• Work order:
Read through the entries below and return each line with the word "tools".

Collected data:
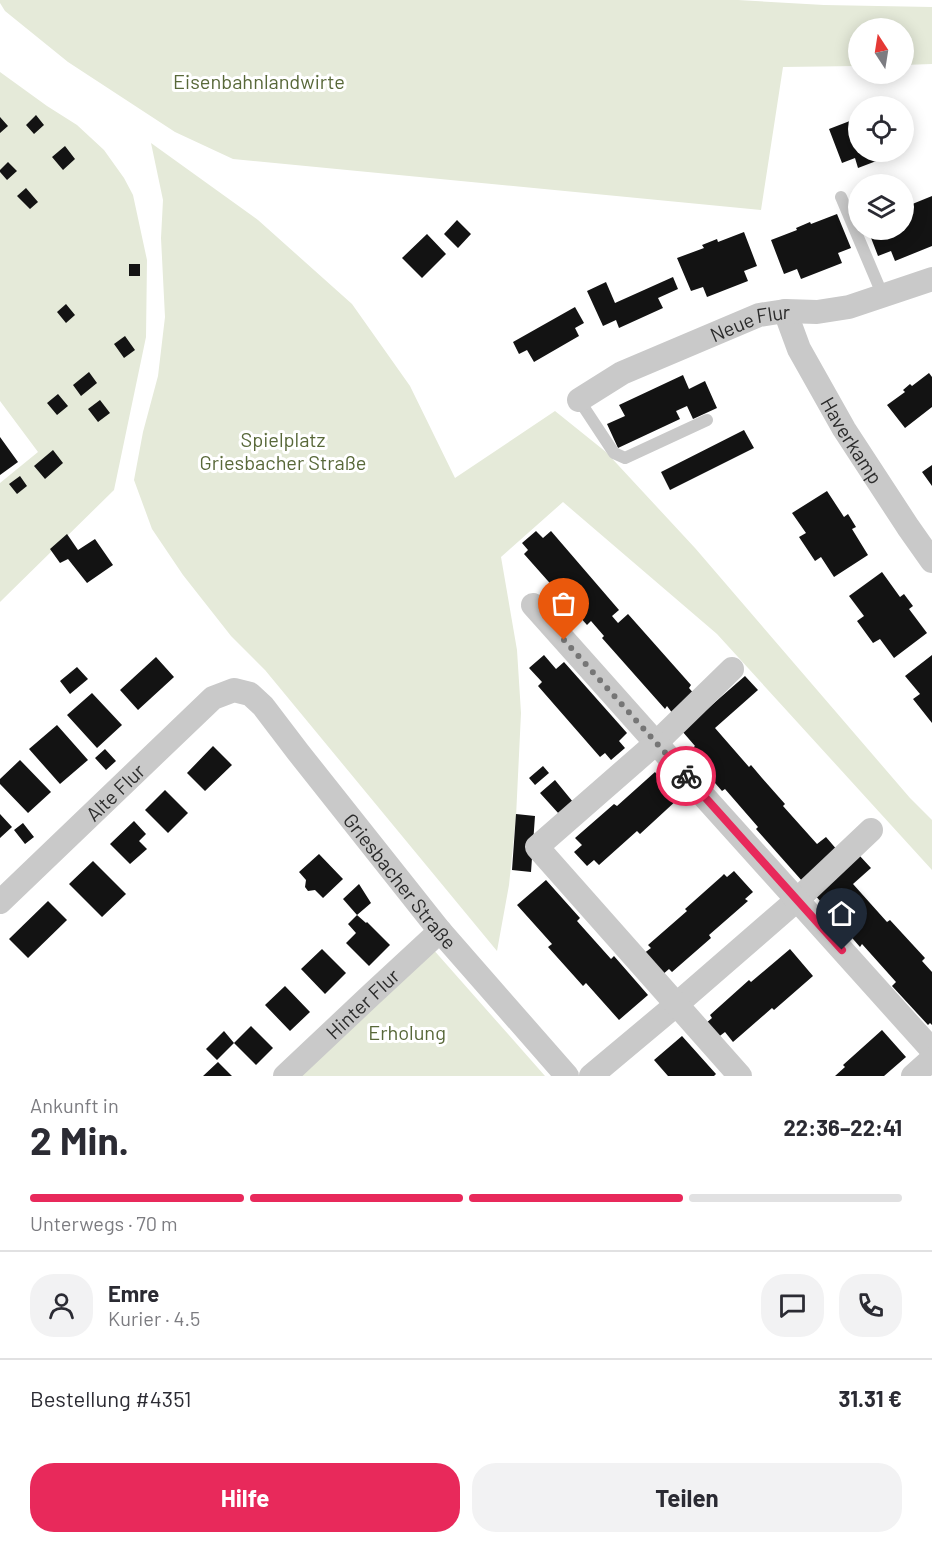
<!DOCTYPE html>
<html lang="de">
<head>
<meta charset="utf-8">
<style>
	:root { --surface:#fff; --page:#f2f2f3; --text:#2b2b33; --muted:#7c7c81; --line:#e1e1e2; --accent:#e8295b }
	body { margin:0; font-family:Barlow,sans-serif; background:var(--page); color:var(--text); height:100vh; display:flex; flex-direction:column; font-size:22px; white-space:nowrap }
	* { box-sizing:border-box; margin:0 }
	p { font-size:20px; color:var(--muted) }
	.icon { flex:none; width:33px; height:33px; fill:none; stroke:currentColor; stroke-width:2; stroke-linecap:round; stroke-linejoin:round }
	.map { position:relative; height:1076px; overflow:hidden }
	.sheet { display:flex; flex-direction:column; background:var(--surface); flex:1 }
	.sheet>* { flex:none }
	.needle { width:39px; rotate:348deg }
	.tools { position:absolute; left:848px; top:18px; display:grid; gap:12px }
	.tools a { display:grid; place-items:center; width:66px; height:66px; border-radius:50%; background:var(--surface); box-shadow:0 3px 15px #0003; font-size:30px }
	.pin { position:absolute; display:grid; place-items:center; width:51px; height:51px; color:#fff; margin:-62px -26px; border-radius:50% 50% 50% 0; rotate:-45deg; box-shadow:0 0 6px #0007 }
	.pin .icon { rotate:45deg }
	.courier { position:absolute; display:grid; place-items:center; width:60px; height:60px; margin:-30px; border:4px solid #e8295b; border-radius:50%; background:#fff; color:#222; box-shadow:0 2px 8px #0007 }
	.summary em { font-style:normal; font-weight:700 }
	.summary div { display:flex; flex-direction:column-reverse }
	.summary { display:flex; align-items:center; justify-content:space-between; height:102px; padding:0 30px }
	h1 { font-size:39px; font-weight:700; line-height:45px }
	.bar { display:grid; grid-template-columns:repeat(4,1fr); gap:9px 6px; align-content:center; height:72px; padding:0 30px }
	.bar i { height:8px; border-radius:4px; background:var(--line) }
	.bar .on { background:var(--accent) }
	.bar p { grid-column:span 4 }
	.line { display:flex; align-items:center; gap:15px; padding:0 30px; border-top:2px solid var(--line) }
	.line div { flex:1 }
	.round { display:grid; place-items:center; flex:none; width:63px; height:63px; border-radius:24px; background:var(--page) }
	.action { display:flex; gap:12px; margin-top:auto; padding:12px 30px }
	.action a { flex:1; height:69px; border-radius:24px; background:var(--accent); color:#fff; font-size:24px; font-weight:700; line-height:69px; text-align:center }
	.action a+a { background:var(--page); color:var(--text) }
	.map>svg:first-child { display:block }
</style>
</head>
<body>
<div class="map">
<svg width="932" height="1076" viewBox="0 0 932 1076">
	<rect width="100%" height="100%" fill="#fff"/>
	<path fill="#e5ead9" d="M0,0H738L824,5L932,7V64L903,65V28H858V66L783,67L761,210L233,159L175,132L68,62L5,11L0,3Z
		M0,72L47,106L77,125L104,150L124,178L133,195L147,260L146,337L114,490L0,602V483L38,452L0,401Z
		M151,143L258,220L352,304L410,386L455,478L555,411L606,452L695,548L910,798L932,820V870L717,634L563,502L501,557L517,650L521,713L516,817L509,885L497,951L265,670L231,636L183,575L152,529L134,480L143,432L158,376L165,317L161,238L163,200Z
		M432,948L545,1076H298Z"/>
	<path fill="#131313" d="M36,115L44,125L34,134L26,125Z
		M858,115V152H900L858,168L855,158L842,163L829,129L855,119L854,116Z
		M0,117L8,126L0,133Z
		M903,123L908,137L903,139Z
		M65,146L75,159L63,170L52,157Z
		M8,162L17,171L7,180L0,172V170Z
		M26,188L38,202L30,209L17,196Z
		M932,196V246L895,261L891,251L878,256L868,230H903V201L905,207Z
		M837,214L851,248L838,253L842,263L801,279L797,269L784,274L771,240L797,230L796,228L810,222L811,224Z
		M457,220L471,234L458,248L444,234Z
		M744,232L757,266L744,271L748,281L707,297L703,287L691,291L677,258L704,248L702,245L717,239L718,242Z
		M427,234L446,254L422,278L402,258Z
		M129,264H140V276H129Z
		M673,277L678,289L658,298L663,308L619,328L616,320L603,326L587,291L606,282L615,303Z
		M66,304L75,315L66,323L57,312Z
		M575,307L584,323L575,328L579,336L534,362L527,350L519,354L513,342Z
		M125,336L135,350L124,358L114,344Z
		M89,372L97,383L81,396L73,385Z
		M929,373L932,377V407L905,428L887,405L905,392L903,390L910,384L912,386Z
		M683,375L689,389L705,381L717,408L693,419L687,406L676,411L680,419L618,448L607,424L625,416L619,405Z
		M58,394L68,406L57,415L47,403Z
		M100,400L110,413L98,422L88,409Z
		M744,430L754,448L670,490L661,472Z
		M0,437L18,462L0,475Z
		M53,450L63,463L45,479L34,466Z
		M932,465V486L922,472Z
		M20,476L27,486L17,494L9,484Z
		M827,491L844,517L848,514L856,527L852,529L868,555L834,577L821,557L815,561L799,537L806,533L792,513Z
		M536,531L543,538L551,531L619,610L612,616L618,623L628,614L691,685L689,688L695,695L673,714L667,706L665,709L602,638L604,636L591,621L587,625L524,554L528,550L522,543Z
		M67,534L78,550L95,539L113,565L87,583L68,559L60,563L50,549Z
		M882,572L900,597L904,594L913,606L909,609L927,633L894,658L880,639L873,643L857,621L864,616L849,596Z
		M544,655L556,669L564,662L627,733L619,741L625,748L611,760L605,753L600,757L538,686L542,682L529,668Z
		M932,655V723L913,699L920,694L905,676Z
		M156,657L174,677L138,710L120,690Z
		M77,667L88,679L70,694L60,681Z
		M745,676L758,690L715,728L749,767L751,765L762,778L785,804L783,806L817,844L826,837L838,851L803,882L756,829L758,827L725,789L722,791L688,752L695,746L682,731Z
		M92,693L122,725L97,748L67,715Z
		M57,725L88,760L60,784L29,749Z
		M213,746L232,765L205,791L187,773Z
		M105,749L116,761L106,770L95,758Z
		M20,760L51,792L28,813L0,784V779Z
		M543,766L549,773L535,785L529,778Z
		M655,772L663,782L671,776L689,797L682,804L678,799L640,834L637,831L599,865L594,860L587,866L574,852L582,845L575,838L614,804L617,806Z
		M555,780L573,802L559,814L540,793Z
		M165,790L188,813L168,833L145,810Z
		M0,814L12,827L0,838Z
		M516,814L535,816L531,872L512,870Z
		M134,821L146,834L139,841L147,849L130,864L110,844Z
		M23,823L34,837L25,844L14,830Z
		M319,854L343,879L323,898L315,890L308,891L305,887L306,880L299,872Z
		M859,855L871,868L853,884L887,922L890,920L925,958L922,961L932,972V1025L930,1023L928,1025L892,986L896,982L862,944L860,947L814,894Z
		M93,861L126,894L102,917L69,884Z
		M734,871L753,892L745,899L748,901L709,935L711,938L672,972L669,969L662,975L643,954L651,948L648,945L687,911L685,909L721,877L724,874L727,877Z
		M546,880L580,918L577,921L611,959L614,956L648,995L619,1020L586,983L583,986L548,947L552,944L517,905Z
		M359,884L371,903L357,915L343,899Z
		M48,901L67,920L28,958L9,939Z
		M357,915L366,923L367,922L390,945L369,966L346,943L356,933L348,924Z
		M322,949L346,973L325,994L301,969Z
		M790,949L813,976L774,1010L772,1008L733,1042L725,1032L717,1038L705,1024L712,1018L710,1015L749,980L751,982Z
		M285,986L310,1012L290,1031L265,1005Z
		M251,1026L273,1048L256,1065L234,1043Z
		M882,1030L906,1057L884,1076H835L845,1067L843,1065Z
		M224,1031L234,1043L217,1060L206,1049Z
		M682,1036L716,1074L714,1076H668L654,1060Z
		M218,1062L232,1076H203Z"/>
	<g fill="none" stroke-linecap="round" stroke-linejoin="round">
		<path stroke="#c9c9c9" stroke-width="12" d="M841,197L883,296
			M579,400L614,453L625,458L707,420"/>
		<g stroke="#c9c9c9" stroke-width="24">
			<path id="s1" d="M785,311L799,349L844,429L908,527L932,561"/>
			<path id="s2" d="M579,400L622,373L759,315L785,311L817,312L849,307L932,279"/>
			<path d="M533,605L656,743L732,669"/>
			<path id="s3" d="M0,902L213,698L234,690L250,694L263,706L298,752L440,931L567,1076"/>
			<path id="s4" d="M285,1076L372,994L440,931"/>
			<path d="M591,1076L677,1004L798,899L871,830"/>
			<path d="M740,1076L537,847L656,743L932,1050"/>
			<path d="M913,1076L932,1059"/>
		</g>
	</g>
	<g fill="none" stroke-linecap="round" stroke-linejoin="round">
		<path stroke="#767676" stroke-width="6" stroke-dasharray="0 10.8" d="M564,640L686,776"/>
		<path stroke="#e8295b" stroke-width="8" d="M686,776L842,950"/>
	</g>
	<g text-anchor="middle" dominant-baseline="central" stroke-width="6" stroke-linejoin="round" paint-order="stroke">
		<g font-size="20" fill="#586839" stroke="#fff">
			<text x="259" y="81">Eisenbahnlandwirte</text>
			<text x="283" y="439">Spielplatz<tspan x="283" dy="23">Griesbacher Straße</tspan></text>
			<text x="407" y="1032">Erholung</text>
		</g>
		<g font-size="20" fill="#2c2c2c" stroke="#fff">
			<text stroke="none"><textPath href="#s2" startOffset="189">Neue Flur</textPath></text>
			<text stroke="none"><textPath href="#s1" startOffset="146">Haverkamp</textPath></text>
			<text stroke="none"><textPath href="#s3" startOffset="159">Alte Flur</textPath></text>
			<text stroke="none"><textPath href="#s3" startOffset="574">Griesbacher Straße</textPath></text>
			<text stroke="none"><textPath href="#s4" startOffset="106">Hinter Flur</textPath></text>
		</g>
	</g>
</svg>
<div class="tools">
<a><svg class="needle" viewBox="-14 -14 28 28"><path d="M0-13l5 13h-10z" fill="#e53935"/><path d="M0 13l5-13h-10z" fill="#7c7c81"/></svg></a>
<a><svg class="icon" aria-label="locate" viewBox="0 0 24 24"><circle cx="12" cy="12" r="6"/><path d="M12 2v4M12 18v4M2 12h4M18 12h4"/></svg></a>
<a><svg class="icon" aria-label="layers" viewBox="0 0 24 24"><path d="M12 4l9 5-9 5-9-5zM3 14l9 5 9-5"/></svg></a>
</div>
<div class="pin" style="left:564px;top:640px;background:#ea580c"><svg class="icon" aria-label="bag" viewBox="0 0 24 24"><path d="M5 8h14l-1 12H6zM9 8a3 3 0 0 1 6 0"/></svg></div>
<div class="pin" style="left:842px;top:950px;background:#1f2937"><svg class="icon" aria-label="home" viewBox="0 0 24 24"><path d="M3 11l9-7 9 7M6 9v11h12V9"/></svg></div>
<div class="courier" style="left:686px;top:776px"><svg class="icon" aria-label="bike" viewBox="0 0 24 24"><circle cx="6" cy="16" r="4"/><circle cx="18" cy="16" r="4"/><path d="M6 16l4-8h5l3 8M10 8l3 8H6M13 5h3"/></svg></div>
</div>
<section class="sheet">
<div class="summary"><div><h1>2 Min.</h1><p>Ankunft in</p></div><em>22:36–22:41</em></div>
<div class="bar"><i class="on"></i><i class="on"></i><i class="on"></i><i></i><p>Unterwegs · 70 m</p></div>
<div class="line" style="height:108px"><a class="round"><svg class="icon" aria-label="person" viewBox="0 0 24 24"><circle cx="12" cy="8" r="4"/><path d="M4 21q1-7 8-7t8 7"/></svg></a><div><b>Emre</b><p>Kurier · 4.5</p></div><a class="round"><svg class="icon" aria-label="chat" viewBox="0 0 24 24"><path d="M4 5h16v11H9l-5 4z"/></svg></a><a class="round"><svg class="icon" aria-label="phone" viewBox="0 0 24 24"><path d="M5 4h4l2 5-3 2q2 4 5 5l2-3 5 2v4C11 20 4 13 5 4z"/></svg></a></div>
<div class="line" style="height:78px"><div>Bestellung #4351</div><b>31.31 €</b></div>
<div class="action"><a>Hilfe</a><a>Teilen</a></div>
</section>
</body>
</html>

• Answer section:
	.tools { position:absolute; left:848px; top:18px; display:grid; gap:12px }
	.tools a { display:grid; place-items:center; width:66px; height:66px; border-radius:50%; background:var(--surface); box-shadow:0 3px 15px #0003; font-size:30px }
<div class="tools">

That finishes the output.